We aimed to adapt the Modified Checklist for Autism in Toddlers to Turkish culture. The Modified Checklist for Autism in Toddlers was filled out independently by 191 parents while they were waiting for the well-child examination of their child. A high screen-positive rate was found. Because of this high false-positive rate, a second study was done in which the Modified Checklist for Autism in Toddlers was administered by health-care staff in a short interview with two groups of parents. The first group (the high-risk group) comprised 80 children aged 18–36 months, who were initially diagnosed with pervasive developmental disorders. The second group (the low-risk group) comprised 538 children of the same age, who were followed regularly by the well-child clinic. Two screen positives were found in the low-risk group. These two children, a random sample of 120 children from the low-risk group, and all the high-risk group were invited to a clinical evaluation. The diagnostic power of the Modified Checklist for Autism in Toddlers was assessed against clinical diagnosis and the Childhood Autism Rating Scale. The positive predictive value of the Modified Checklist for Autism in Toddlers was found to be 75%. Our findings led us to conclude that the Modified Checklist for Autism in Toddlers is a useful tool in Turkey for screening of pervasive developmental disorders in primary care, but in our culture, it is completed more accurately when health-care personnel ask the parents the questions. This study shows that Modified Checklist for Autism in Toddlers screening should be adapted based on culture and setting.

Keywords

autism Modified Checklist for Autism in Toddlers pervasive developmental disorders screening

Introduction

Autistic Disorder is a lifelong neurodevelopmental disorder classified under the umbrella of pervasive developmental disorders that can be diagnosed during early childhood. It is characterized by impairments in communication and socialization skills, restricted interests, and repetitive behaviors (APA, 2000). The prevalence of autistic disorder reported in many studies in the last decade has been estimated to be about 20 in 10,000 (Gillberg et al., 2006; Nassar et al., 2009), and the estimated rate for all the autism spectrum disorders (ASD) is about 1 in 88 (Centers for Disease Control and Prevention (CDC), 2012). A recent study conducted in a South Korean community (Kim et al., 2011), which included 55,266 children aged 7–12 years, reported a prevalence rate of 2.64%, which is higher than previous studies. Long-term follow-up studies on ASD show an unfavorable outcome. Besides carrying the core symptoms of autism into adulthood, most of these individuals have additional mental health problems (Cederlund et al., 2008; Hofvander et al., 2009).

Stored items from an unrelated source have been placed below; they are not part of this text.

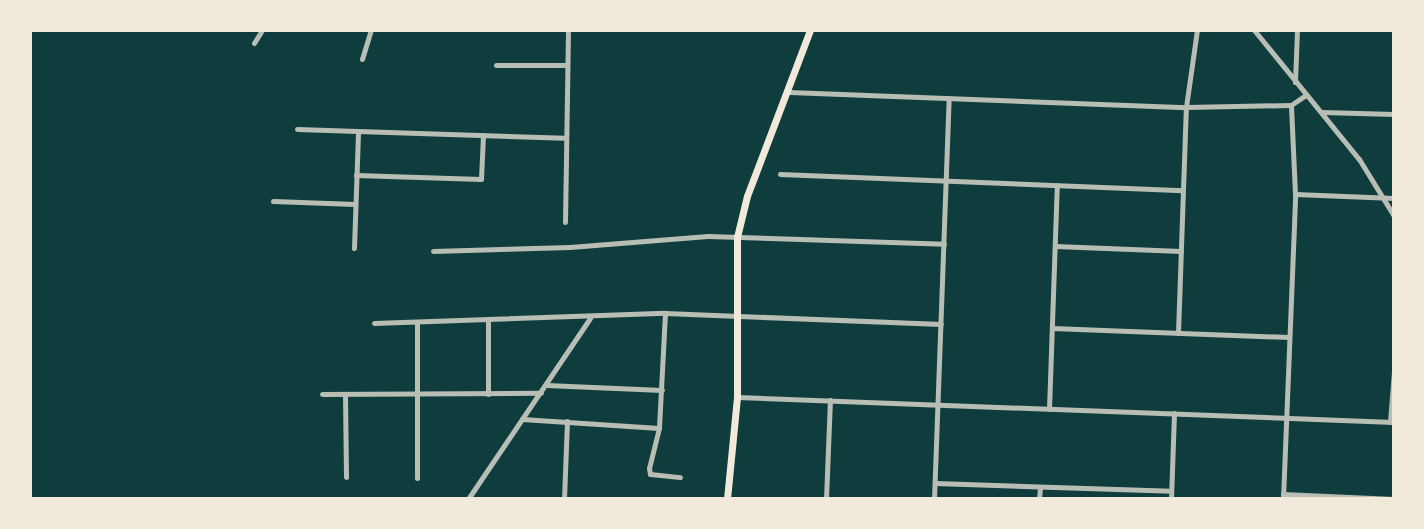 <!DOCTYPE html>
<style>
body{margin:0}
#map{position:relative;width:1424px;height:529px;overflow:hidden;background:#0f3d3e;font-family:"Fira Sans Condensed",sans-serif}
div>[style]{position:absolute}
.minor>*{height:5px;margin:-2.5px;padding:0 2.5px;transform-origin:2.5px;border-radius:2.5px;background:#b8beb3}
.secondary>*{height:7px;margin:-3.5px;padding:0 3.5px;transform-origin:3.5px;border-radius:3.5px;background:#f1e9da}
span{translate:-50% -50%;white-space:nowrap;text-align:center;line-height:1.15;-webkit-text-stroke:7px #f1e9da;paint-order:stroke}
.frame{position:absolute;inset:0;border:32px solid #f1e9da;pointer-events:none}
</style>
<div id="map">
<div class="minor">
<i style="left:1254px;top:30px;width:166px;rotate:50.9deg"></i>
<i style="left:1359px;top:159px;width:67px;rotate:58.4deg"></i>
<i style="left:254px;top:43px;width:15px;rotate:-58deg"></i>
<i style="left:362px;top:59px;width:30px;rotate:-73deg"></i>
<i style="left:496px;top:65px;width:71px"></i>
<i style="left:1295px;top:82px;width:52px;rotate:-87.8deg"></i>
<i style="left:789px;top:92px;width:397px;rotate:2.2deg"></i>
<i style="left:1186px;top:107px;width:105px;rotate:-1.1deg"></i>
<i style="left:1291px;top:105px;width:18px;rotate:-34deg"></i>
<i style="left:1322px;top:112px;width:72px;rotate:1.6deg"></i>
<i style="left:297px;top:129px;width:267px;rotate:1.9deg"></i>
<i style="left:780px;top:174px;width:403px;rotate:2.3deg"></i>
<i style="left:356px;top:175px;width:125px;rotate:1.8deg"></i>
<i style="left:481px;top:179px;width:44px;rotate:-87.4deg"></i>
<i style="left:1295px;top:194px;width:99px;rotate:2.3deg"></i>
<i style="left:273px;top:201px;width:82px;rotate:2.1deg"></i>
<i style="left:565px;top:222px;width:192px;rotate:-89.1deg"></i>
<i style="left:1055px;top:246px;width:126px;rotate:2.3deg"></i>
<i style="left:354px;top:248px;width:117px;rotate:-88deg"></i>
<i style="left:433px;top:251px;width:137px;rotate:-1.7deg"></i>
<i style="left:570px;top:247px;width:138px;rotate:-4.6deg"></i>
<i style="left:708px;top:236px;width:236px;rotate:1.9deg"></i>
<i style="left:665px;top:313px;width:115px;rotate:93deg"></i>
<i style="left:659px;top:428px;width:41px;rotate:104deg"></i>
<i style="left:649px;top:468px;width:6px;rotate:81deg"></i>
<i style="left:650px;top:474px;width:30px;rotate:6deg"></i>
<i style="left:488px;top:320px;width:74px;rotate:90deg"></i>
<i style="left:374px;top:323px;width:291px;rotate:-2deg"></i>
<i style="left:665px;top:313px;width:276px;rotate:2.3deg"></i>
<i style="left:417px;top:323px;width:155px;rotate:90deg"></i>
<i style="left:1052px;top:328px;width:237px;rotate:2.2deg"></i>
<i style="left:1178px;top:333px;width:226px;rotate:-88deg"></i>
<i style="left:1186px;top:107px;width:78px;rotate:-81.9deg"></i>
<i style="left:546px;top:385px;width:116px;rotate:2.5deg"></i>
<i style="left:322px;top:394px;width:219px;rotate:-0.3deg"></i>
<i style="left:345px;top:394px;width:83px;rotate:89.3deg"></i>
<i style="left:737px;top:397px;width:657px;rotate:2.18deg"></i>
<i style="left:1049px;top:409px;width:224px;rotate:-88deg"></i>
<i style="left:522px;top:419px;width:137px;rotate:3.8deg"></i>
<i style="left:1390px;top:422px;width:51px;rotate:-85.5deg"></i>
<i style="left:935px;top:483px;width:236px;rotate:1.9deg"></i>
<i style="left:1283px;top:494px;width:111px;rotate:2.6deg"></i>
<i style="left:468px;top:499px;width:218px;rotate:-56deg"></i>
<i style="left:564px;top:499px;width:78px;rotate:-87.8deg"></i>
<i style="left:826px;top:499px;width:99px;rotate:-87.7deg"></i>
<i style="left:934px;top:499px;width:401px;rotate:-87.9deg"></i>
<i style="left:1039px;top:499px;width:12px;rotate:-85deg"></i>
<i style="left:1171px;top:499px;width:86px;rotate:-88deg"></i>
<i style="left:1283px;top:499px;width:305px;rotate:-87.7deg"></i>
<i style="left:1295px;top:194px;width:89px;rotate:-92.6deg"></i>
</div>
<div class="secondary">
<i style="left:727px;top:499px;width:102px;rotate:-84.4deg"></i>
<i style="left:737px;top:397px;width:160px;rotate:-90deg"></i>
<i style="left:737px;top:237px;width:42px;rotate:-76.3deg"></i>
<i style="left:747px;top:196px;width:178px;rotate:-69.2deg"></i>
</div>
<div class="frame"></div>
</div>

Available data suggest that with earlier detection, the outcome of autism is gradually improving; for example, more individuals are able to live independently. Research focused on early diagnosis and early manifestations of autism symptomatology has increased in recent years (Coonrod and Stone, 2005). Some screening measures have been developed to identify children at risk and to refer them for diagnostic evaluations. These screening measures involve two approaches to identify children at risk of autism within the general population. The first approach is to use nonspecific screening measures to identify children at risk of a broad range of developmental problems. The second approach is to use a screening test that specifically targets the symptoms of autism (Hofvander et al., 2009). However, in Turkey, none of these screening methods are being used and the prevalence of Autistic Disorder has not yet been studied.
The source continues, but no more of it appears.